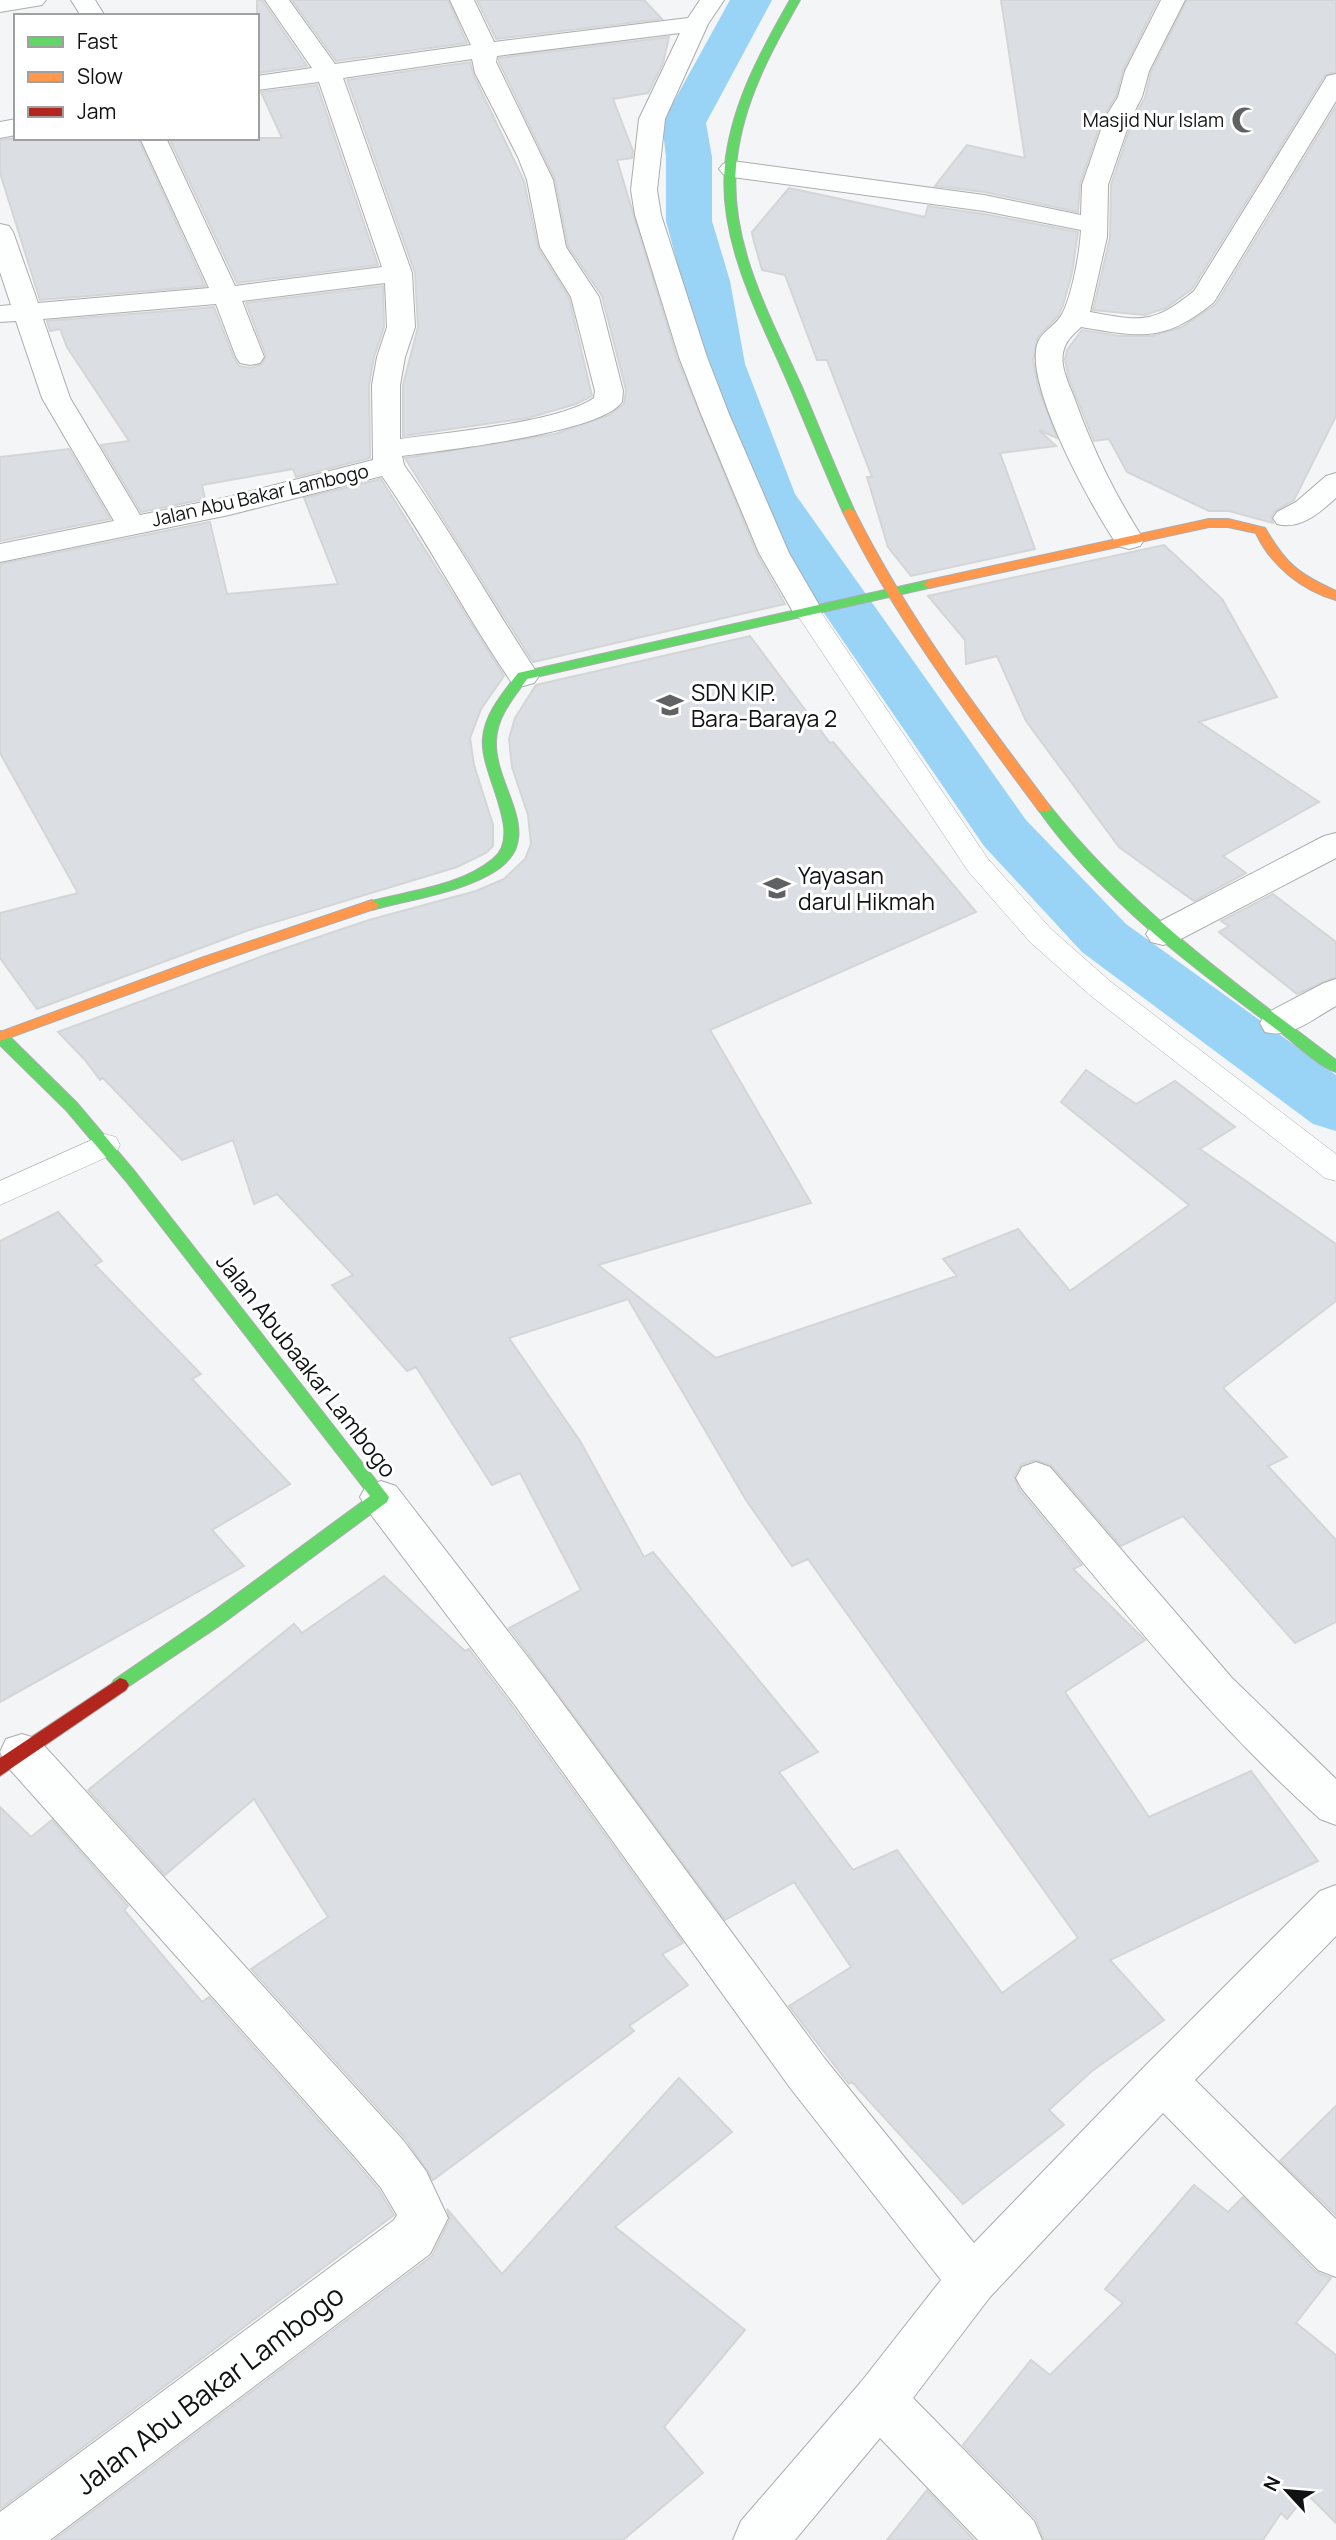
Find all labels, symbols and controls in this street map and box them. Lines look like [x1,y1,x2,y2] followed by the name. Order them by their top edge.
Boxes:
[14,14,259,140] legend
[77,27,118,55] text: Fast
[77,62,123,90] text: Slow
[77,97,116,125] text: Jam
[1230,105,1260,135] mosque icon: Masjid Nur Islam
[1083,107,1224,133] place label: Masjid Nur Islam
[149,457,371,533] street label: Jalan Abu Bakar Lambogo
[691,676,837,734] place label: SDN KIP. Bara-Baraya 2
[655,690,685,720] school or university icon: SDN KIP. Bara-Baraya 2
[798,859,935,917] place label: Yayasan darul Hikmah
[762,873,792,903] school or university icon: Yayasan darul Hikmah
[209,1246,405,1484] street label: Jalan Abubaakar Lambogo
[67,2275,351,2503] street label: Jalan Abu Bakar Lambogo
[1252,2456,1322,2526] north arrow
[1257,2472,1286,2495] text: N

━━━━━━━━━━

#### To do:
Repeat every entry exactly, but leave out the pictures.

#### The answer:
Find all labels, symbols and controls in this street map and box them. Lines look like [x1,y1,x2,y2] followed by the name. Order them by their top edge.
Boxes:
[14,14,259,140] legend
[77,27,118,55] text: Fast
[77,62,123,90] text: Slow
[77,97,116,125] text: Jam
[1230,105,1260,135] mosque icon: Masjid Nur Islam
[1083,107,1224,133] place label: Masjid Nur Islam
[149,457,371,533] street label: Jalan Abu Bakar Lambogo
[691,676,837,734] place label: SDN KIP. Bara-Baraya 2
[655,690,685,720] school or university icon: SDN KIP. Bara-Baraya 2
[798,859,935,917] place label: Yayasan darul Hikmah
[762,873,792,903] school or university icon: Yayasan darul Hikmah
[209,1246,405,1484] street label: Jalan Abubaakar Lambogo
[67,2275,351,2503] street label: Jalan Abu Bakar Lambogo
[1252,2456,1322,2526] north arrow
[1257,2472,1286,2495] text: N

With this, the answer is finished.